* DESCRIPTION OF THE TASK
When the string "coordinates" appears in a line of the records, show the whole line.

* Source records
%%

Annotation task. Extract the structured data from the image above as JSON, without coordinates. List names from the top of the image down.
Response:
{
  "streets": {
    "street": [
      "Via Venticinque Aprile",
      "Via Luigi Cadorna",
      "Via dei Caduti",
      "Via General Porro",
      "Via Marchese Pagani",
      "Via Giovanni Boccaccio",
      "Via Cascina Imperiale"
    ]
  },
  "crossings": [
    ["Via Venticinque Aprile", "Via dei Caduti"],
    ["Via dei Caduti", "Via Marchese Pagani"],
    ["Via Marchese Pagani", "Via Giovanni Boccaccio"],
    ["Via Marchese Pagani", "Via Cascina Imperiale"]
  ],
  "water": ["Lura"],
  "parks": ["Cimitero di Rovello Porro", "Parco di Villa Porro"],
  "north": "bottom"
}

%%
%%

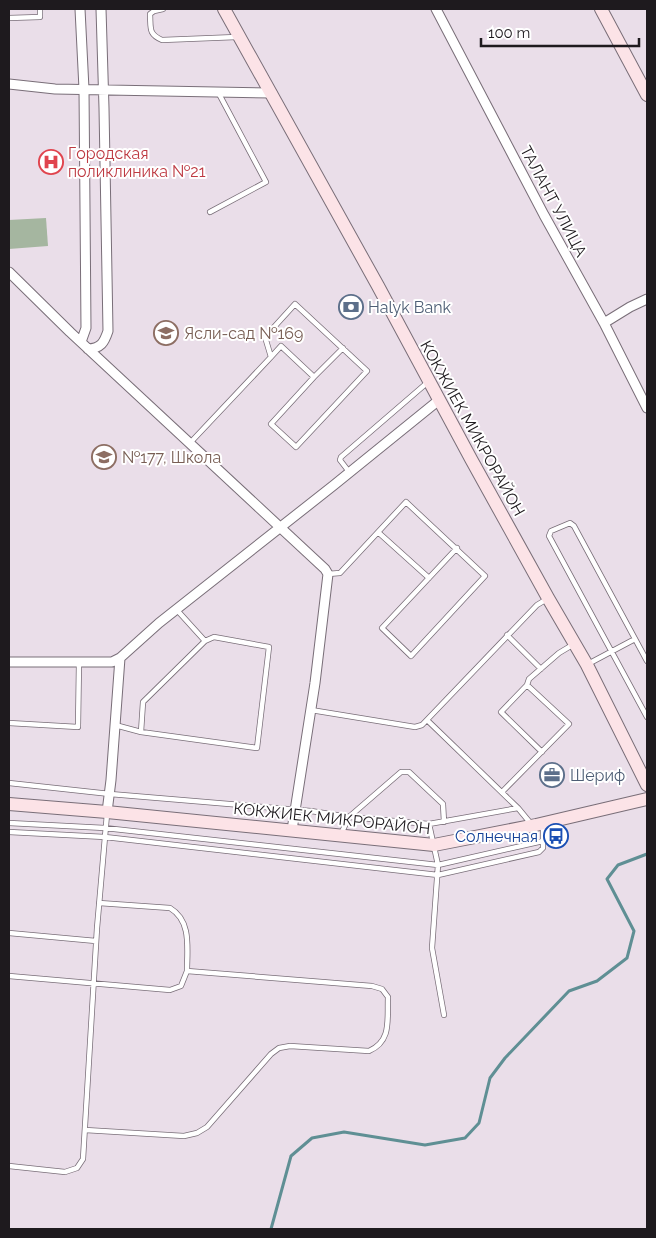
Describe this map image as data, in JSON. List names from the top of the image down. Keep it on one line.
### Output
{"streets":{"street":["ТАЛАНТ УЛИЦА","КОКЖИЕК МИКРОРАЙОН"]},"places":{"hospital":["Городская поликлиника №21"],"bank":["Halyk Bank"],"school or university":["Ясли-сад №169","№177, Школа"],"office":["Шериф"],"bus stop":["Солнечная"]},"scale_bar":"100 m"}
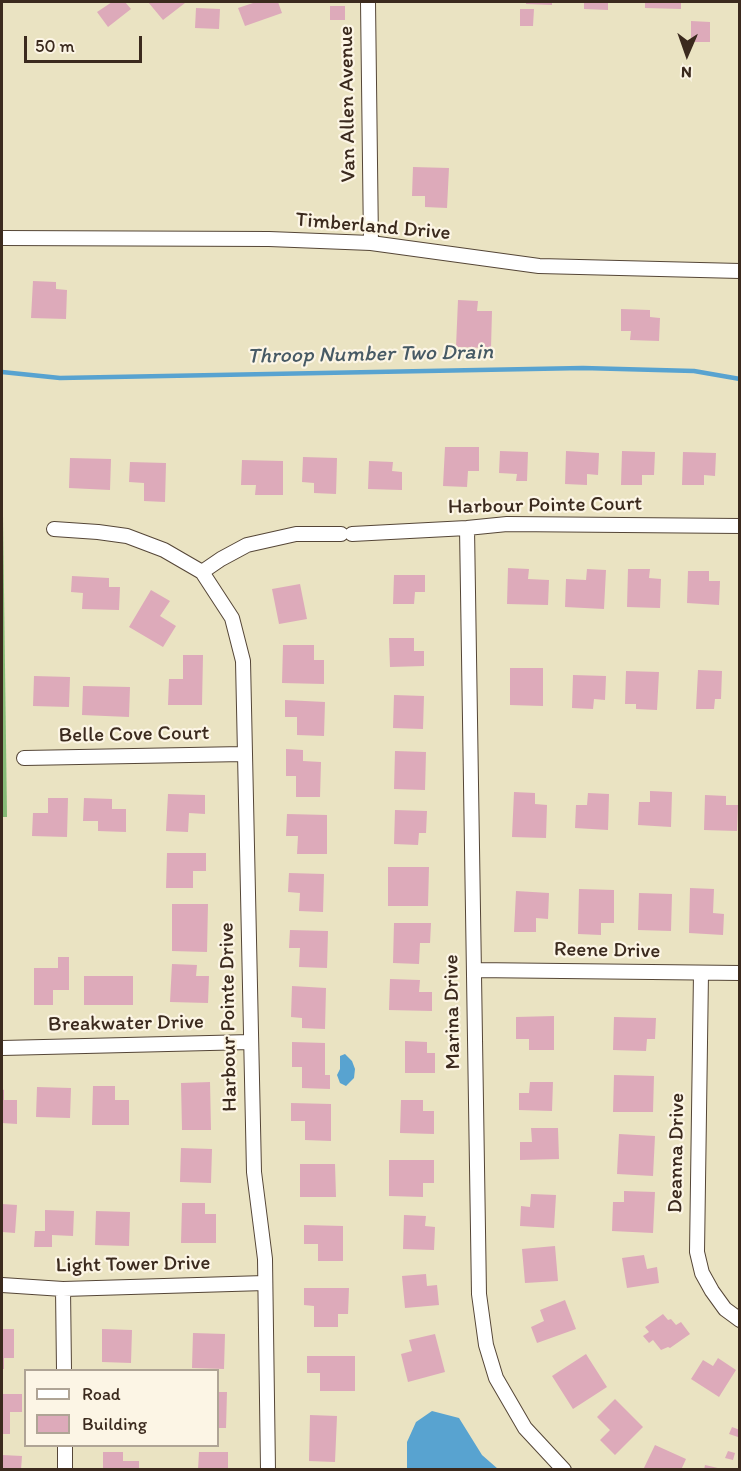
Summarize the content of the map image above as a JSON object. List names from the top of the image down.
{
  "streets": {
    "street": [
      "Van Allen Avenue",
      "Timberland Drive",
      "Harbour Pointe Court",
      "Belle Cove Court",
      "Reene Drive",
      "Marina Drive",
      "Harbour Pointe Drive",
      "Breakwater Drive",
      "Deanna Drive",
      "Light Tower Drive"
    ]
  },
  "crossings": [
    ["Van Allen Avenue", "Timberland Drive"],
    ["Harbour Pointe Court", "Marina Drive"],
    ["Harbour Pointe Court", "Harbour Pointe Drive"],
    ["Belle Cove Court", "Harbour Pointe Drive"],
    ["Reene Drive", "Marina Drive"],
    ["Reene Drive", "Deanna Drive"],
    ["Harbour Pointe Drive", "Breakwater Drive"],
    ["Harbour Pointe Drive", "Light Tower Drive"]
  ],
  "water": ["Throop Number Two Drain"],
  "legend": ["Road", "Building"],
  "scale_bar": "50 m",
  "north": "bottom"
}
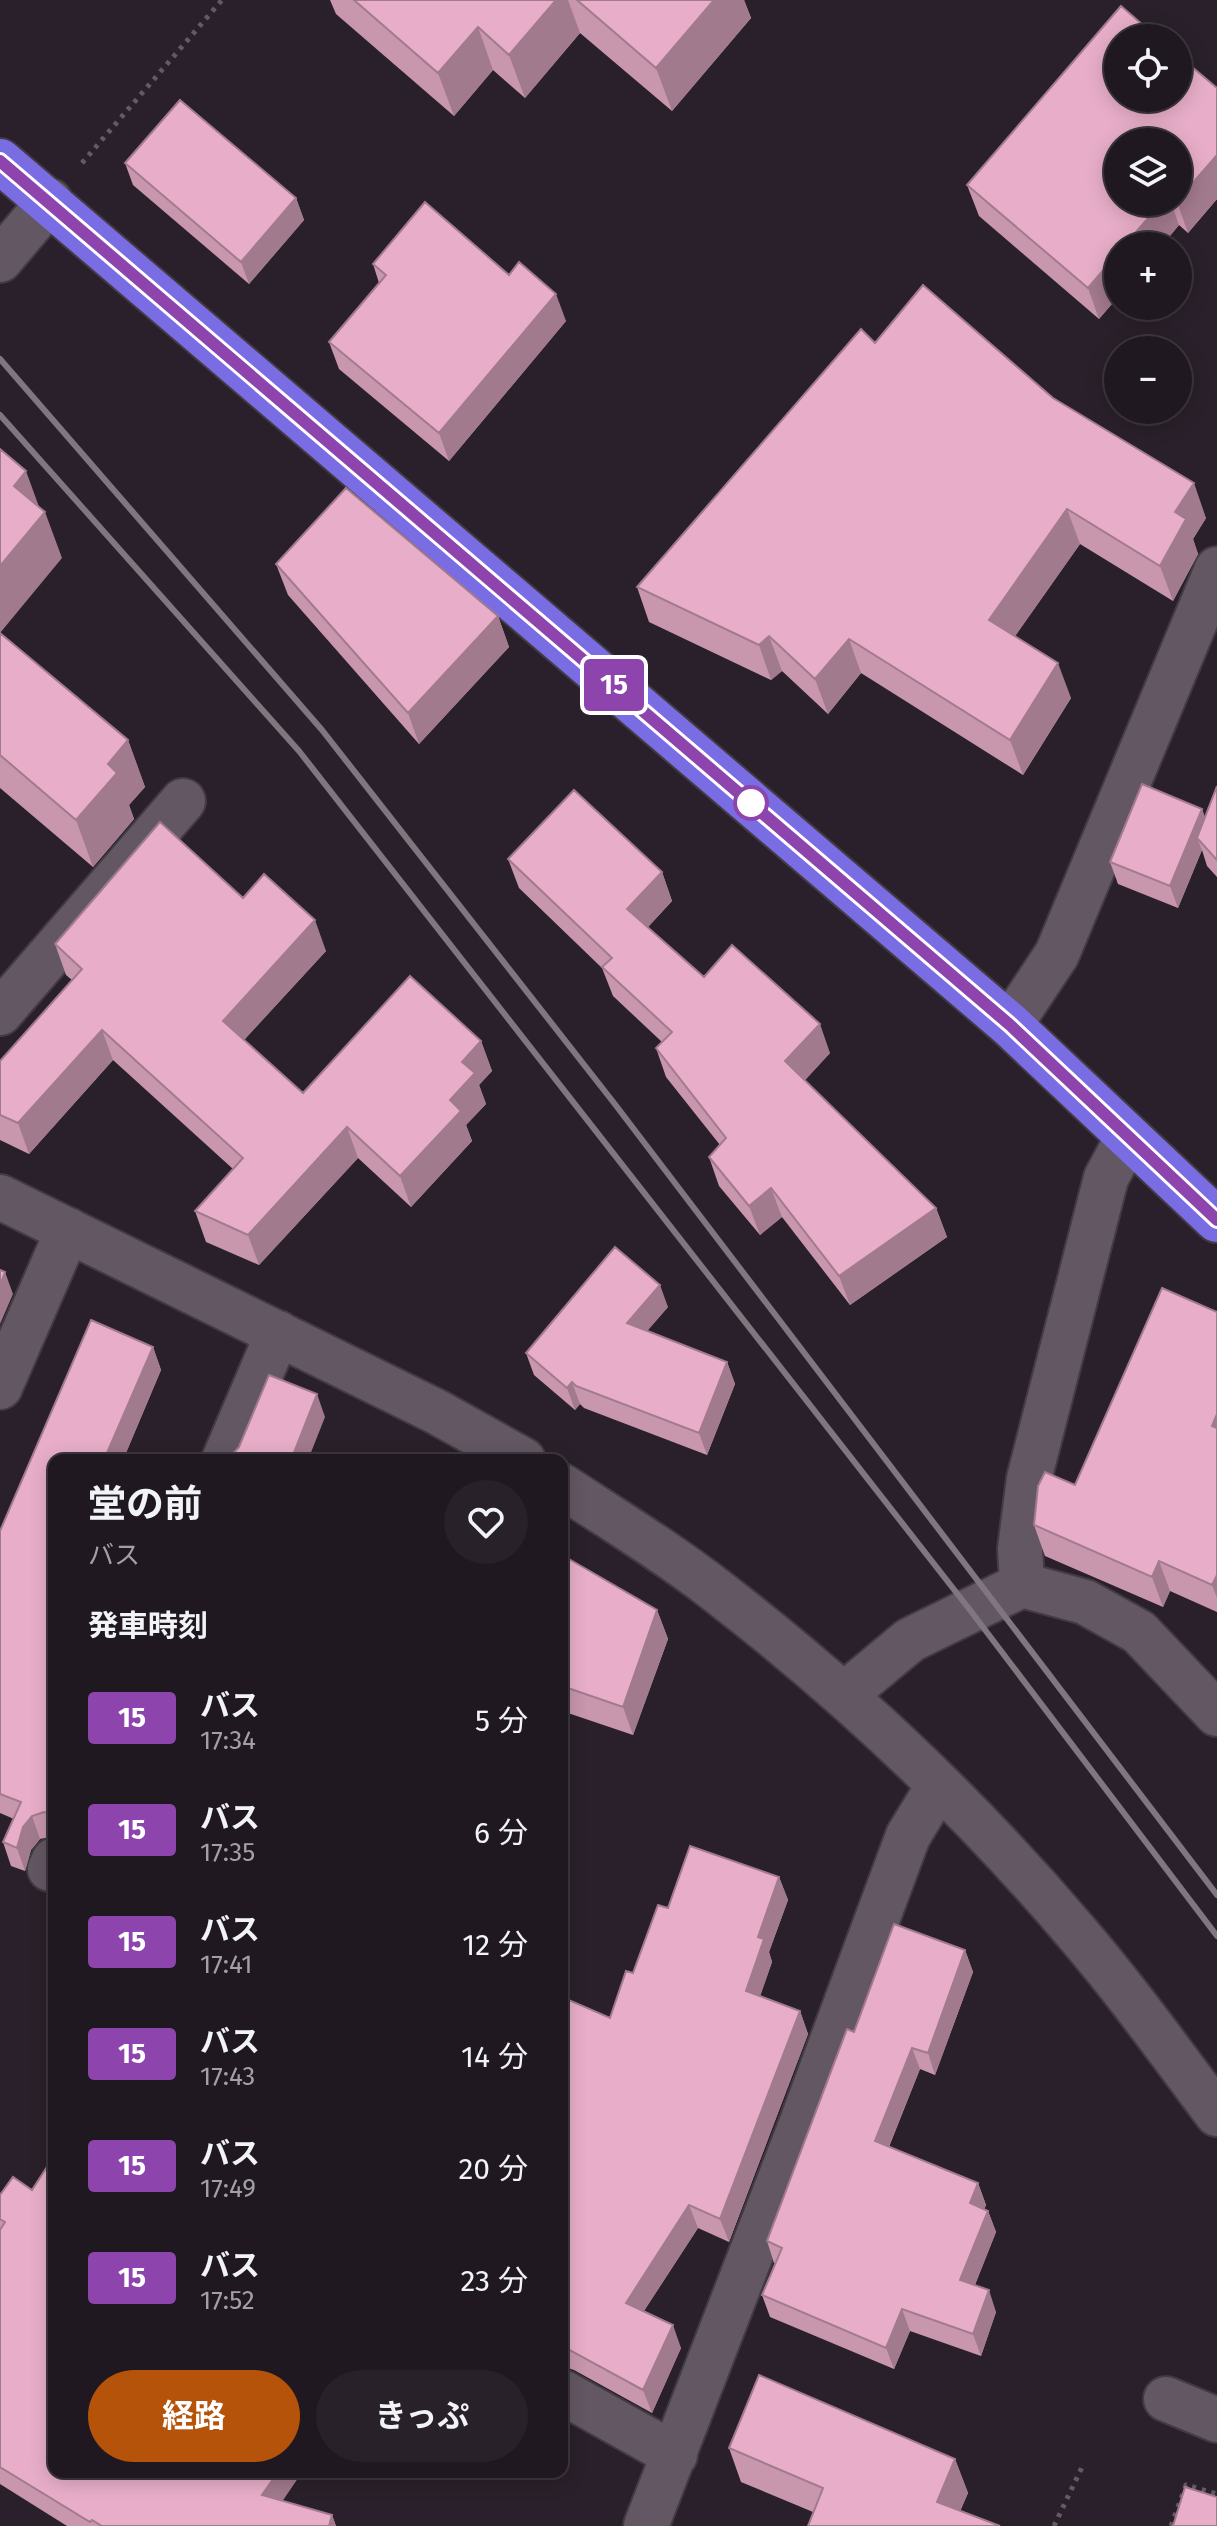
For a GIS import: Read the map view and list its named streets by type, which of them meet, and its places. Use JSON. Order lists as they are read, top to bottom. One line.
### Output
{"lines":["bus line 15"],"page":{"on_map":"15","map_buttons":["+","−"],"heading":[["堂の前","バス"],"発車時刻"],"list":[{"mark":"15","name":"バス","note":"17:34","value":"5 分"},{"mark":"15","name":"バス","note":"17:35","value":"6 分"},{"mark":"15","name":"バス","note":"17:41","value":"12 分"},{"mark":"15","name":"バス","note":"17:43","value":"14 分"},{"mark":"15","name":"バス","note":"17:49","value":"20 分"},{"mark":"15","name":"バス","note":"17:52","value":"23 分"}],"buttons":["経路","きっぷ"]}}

%%
%%

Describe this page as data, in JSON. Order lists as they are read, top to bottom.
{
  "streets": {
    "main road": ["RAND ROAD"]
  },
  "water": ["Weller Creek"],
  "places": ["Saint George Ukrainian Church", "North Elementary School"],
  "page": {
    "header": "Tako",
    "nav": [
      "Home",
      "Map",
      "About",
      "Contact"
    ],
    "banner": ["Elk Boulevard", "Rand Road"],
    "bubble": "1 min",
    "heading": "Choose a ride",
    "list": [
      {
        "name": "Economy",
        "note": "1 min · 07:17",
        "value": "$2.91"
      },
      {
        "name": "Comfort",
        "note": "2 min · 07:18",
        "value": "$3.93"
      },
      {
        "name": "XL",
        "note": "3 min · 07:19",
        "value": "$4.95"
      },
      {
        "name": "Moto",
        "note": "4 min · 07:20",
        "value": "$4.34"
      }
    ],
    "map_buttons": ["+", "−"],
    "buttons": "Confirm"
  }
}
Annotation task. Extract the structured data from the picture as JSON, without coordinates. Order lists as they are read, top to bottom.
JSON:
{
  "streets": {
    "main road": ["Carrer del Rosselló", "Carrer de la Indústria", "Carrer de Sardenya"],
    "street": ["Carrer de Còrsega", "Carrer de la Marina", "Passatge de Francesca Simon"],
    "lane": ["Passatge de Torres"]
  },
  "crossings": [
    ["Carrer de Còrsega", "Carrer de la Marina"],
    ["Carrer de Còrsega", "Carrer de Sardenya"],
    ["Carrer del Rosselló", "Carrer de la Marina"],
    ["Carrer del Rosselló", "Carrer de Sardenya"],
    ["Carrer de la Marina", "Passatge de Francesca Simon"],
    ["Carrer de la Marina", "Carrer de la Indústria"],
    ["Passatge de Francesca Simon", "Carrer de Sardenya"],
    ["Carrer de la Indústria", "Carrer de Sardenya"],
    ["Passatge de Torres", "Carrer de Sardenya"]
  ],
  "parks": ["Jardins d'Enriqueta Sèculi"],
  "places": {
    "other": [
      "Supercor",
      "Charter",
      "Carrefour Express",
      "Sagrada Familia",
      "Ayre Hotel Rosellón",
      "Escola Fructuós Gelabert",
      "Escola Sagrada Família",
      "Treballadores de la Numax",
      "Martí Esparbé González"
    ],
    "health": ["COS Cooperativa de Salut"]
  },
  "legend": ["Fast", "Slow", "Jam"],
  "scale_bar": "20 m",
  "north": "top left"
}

%%

* EXERCISE RESPONSE
Annotation task. Extract the structured data from the image above as JSON, without coordinates. List names from the top of the image down.
Annotation task. Extract the structured data from the picture as JSON, without coordinates. Order lists as they are read, top to bottom.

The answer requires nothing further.